• **What the task requires**
Copy out each line featuring the string "down" from the entries beneath.

• **Excerpts from a dataset**
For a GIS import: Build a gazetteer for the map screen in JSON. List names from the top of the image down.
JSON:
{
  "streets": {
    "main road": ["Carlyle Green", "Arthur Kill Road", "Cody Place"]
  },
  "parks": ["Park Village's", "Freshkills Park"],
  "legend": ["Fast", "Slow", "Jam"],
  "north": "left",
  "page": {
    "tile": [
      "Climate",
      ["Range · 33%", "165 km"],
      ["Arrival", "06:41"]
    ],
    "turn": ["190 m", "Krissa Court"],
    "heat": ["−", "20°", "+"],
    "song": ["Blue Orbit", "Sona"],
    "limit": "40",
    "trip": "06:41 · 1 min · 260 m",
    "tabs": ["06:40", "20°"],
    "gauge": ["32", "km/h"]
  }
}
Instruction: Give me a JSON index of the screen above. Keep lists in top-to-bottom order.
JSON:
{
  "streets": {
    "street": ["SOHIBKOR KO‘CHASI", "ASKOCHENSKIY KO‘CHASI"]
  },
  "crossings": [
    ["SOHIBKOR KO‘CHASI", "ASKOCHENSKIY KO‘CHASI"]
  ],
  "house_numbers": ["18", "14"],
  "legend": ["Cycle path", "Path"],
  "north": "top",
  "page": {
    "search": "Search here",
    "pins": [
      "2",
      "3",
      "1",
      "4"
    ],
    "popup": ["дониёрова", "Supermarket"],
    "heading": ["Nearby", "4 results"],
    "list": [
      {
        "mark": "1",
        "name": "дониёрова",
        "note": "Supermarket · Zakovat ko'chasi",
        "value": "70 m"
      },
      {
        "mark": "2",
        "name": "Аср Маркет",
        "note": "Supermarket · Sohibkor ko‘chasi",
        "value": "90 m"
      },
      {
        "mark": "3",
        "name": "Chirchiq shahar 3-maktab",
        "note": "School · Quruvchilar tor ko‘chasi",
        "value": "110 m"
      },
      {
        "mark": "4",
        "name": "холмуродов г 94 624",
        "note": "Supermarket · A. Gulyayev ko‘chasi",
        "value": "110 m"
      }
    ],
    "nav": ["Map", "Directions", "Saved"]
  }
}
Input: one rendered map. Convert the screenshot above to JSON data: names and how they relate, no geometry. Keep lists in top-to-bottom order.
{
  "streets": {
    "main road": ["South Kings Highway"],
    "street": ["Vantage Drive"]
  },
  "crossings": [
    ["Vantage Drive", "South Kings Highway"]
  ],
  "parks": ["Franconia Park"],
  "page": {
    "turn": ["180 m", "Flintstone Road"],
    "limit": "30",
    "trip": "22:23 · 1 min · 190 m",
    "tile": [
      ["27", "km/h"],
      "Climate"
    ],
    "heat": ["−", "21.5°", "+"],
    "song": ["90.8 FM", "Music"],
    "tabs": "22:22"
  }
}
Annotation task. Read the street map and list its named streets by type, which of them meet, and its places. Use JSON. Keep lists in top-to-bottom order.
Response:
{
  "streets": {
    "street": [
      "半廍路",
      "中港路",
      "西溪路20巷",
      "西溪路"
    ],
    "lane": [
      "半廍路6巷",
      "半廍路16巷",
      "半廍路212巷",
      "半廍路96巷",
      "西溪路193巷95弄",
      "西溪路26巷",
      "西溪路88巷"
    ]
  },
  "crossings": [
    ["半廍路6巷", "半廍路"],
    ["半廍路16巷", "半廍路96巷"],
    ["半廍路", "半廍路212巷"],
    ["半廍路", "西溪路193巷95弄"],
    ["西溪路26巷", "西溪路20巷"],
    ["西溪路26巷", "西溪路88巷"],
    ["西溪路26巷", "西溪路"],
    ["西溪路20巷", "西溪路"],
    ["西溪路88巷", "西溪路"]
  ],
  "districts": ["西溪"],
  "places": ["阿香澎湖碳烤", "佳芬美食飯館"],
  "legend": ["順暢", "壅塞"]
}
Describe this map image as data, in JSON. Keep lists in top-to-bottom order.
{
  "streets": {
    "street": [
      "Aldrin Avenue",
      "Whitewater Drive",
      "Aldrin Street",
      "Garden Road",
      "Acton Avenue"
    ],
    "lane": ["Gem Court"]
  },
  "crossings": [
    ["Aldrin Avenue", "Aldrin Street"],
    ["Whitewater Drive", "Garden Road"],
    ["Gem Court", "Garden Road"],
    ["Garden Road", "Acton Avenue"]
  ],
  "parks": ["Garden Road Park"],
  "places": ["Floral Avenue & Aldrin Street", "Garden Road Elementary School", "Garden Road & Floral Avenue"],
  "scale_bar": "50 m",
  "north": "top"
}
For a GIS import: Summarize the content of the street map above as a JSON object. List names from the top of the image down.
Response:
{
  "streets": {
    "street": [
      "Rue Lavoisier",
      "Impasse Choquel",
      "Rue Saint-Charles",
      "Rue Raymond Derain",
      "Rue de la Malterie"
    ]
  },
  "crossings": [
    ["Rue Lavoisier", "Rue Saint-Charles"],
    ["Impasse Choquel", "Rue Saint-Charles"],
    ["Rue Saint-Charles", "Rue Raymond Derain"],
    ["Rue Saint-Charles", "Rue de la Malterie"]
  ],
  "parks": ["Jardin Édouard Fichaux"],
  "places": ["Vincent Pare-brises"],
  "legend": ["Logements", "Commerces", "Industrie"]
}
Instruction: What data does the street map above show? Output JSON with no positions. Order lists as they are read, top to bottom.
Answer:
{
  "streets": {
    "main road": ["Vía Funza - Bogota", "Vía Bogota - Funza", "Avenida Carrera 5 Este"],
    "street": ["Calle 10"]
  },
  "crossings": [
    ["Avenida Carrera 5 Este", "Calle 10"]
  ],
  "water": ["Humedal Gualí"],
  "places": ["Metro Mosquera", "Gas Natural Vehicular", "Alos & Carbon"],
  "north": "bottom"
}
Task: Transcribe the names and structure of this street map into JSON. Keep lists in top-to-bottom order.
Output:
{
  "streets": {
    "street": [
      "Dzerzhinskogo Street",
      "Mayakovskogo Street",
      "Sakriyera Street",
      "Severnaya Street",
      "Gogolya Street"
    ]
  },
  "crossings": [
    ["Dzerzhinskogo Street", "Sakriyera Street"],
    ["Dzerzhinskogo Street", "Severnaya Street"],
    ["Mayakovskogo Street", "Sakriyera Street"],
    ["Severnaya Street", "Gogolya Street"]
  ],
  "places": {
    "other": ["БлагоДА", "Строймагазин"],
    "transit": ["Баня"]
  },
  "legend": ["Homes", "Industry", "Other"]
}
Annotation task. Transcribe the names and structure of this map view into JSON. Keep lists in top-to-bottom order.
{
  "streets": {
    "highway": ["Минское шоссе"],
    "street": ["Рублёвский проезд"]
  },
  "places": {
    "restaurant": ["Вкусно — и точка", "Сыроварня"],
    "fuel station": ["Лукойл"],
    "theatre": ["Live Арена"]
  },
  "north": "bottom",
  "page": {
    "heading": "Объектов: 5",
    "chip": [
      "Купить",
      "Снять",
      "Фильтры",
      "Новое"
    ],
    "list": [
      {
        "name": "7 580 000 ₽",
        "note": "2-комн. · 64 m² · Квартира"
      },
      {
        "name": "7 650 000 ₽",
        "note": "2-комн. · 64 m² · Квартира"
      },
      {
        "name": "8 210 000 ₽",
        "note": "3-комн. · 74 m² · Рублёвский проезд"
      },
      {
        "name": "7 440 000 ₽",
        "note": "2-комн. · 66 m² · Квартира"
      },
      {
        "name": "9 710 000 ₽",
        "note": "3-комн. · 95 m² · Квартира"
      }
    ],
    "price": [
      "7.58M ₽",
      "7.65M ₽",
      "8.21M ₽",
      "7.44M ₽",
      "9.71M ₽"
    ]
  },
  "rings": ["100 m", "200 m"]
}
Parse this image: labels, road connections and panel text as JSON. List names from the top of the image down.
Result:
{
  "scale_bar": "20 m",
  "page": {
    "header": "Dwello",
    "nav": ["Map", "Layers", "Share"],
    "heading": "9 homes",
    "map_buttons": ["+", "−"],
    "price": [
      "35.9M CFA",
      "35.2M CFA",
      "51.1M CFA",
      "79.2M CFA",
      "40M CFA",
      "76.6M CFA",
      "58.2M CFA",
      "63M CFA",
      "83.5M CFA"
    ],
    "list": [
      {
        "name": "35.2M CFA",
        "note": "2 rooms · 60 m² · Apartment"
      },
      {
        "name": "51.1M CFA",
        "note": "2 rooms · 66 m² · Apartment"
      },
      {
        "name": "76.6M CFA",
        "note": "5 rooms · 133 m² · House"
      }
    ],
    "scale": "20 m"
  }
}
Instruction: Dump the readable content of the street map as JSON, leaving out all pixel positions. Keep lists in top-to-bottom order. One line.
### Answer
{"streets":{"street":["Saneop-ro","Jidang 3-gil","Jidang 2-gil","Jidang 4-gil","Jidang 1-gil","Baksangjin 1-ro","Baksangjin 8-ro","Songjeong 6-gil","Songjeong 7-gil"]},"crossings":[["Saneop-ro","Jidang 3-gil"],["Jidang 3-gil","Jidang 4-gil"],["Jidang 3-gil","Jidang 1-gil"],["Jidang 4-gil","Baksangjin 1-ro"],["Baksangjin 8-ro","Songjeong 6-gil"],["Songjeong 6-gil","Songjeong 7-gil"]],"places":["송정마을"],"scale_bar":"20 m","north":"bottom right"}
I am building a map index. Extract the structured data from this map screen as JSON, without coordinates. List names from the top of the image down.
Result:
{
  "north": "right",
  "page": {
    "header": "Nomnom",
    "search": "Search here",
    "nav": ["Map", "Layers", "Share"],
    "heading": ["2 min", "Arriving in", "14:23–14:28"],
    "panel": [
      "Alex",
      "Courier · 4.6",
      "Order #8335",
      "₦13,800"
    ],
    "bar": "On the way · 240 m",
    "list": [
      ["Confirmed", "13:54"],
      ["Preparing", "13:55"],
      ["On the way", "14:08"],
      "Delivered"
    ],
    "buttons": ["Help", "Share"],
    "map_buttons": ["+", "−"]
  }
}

• **Answer to this exercise**
For a GIS import: Build a gazetteer for the map screen in JSON. List names from the top of the image down.
For a GIS import: Summarize the content of the street map above as a JSON object. List names from the top of the image down.
Parse this image: labels, road connections and panel text as JSON. List names from the top of the image down.
I am building a map index. Extract the structured data from this map screen as JSON, without coordinates. List names from the top of the image down.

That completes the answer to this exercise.